[EXTRACTED DATA]
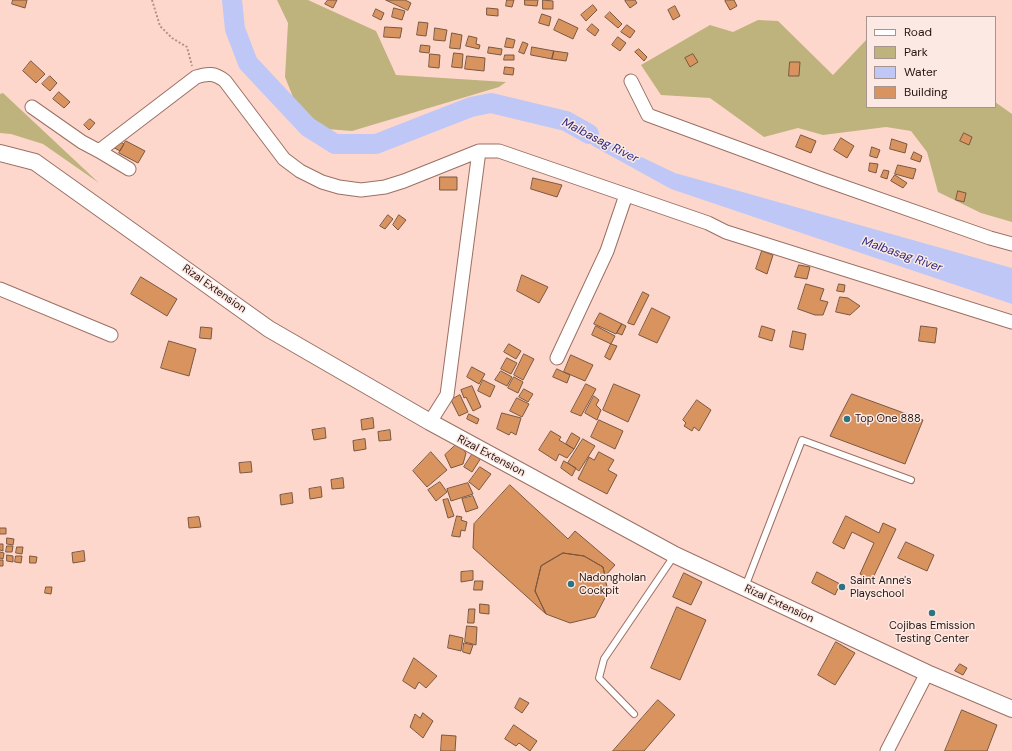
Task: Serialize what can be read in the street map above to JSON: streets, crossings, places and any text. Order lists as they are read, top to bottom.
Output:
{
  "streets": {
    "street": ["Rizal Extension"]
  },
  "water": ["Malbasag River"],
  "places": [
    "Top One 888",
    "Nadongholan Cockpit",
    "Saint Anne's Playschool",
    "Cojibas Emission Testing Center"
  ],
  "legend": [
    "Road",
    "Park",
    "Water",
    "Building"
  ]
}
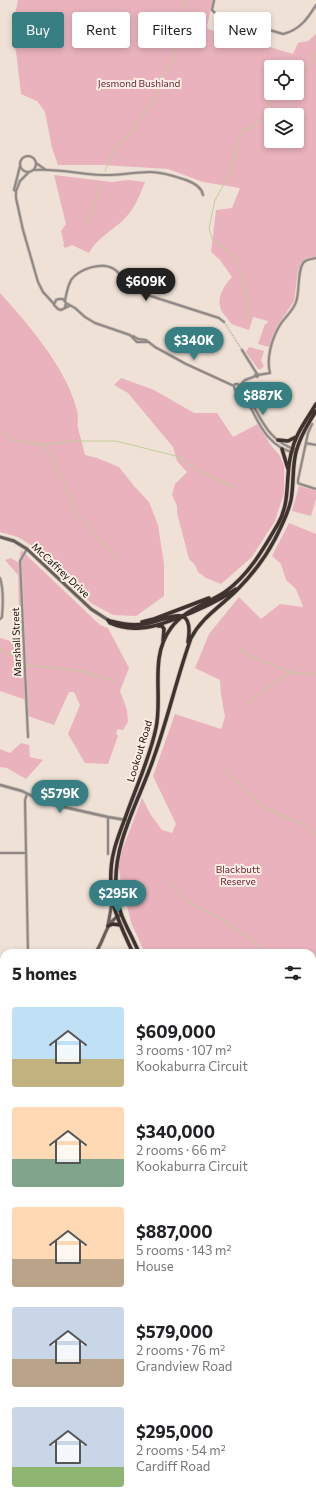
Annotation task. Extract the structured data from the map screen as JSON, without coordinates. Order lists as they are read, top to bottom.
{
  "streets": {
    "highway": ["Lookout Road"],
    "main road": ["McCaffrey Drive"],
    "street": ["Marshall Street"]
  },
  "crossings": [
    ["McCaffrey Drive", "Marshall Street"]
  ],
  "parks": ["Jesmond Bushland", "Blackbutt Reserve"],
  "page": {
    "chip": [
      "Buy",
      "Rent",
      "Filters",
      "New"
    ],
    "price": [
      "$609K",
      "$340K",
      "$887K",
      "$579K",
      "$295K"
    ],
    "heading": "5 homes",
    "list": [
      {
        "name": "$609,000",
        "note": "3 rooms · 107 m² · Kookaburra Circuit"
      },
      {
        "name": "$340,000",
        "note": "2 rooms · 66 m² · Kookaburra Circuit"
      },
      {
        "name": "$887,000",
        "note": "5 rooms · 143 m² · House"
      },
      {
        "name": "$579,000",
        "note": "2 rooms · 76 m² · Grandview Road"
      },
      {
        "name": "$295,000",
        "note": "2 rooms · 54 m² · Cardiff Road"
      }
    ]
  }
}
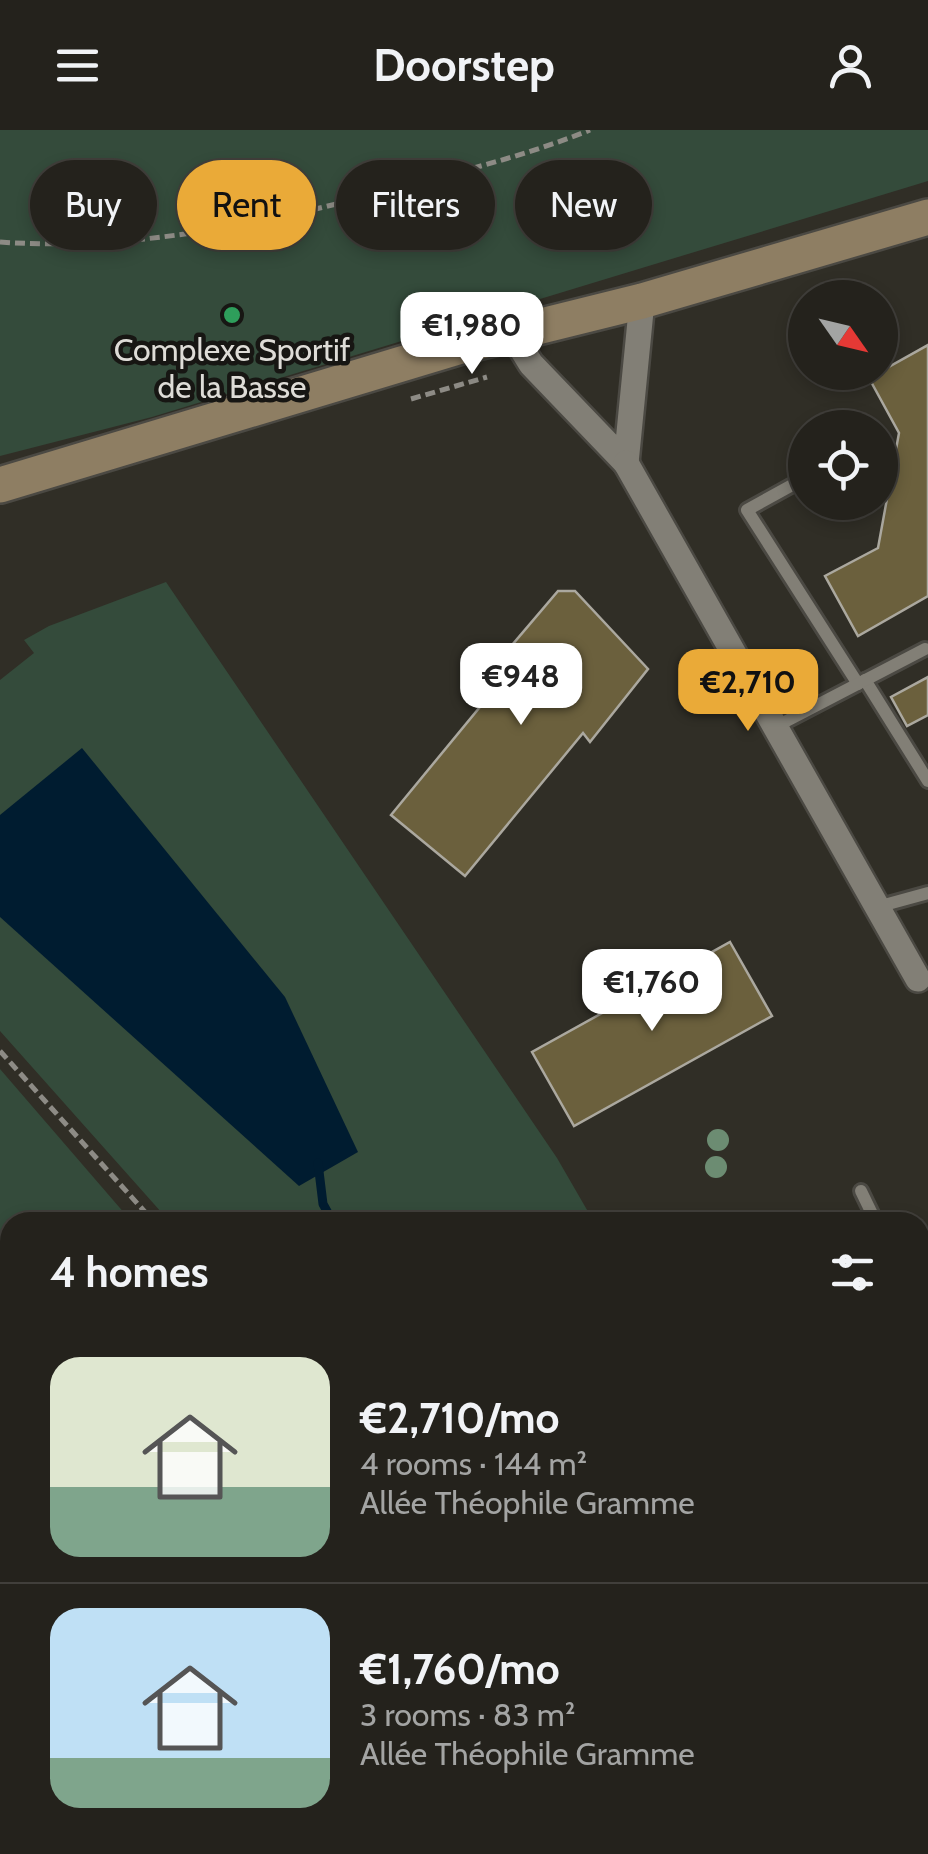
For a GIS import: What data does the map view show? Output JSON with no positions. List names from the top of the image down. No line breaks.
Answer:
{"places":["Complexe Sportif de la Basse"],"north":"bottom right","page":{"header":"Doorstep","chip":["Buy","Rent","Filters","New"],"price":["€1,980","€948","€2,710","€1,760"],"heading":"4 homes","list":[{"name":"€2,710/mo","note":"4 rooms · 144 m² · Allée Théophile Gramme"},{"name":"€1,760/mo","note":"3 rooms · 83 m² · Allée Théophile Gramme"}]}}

[YOUR GOAL]
The listing above must be repeated exactly, apart from the pictures.

[RESULT FOR THIS TASK]
Task: Serialize what can be read in the street map above to JSON: streets, crossings, places and any text. Order lists as they are read, top to bottom.
Output:
{
  "streets": {
    "street": ["Rizal Extension"]
  },
  "water": ["Malbasag River"],
  "places": [
    "Top One 888",
    "Nadongholan Cockpit",
    "Saint Anne's Playschool",
    "Cojibas Emission Testing Center"
  ],
  "legend": [
    "Road",
    "Park",
    "Water",
    "Building"
  ]
}
Annotation task. Extract the structured data from the map screen as JSON, without coordinates. Order lists as they are read, top to bottom.
{
  "streets": {
    "highway": ["Lookout Road"],
    "main road": ["McCaffrey Drive"],
    "street": ["Marshall Street"]
  },
  "crossings": [
    ["McCaffrey Drive", "Marshall Street"]
  ],
  "parks": ["Jesmond Bushland", "Blackbutt Reserve"],
  "page": {
    "chip": [
      "Buy",
      "Rent",
      "Filters",
      "New"
    ],
    "price": [
      "$609K",
      "$340K",
      "$887K",
      "$579K",
      "$295K"
    ],
    "heading": "5 homes",
    "list": [
      {
        "name": "$609,000",
        "note": "3 rooms · 107 m² · Kookaburra Circuit"
      },
      {
        "name": "$340,000",
        "note": "2 rooms · 66 m² · Kookaburra Circuit"
      },
      {
        "name": "$887,000",
        "note": "5 rooms · 143 m² · House"
      },
      {
        "name": "$579,000",
        "note": "2 rooms · 76 m² · Grandview Road"
      },
      {
        "name": "$295,000",
        "note": "2 rooms · 54 m² · Cardiff Road"
      }
    ]
  }
}
For a GIS import: What data does the map view show? Output JSON with no positions. List names from the top of the image down. No line breaks.
Answer:
{"places":["Complexe Sportif de la Basse"],"north":"bottom right","page":{"header":"Doorstep","chip":["Buy","Rent","Filters","New"],"price":["€1,980","€948","€2,710","€1,760"],"heading":"4 homes","list":[{"name":"€2,710/mo","note":"4 rooms · 144 m² · Allée Théophile Gramme"},{"name":"€1,760/mo","note":"3 rooms · 83 m² · Allée Théophile Gramme"}]}}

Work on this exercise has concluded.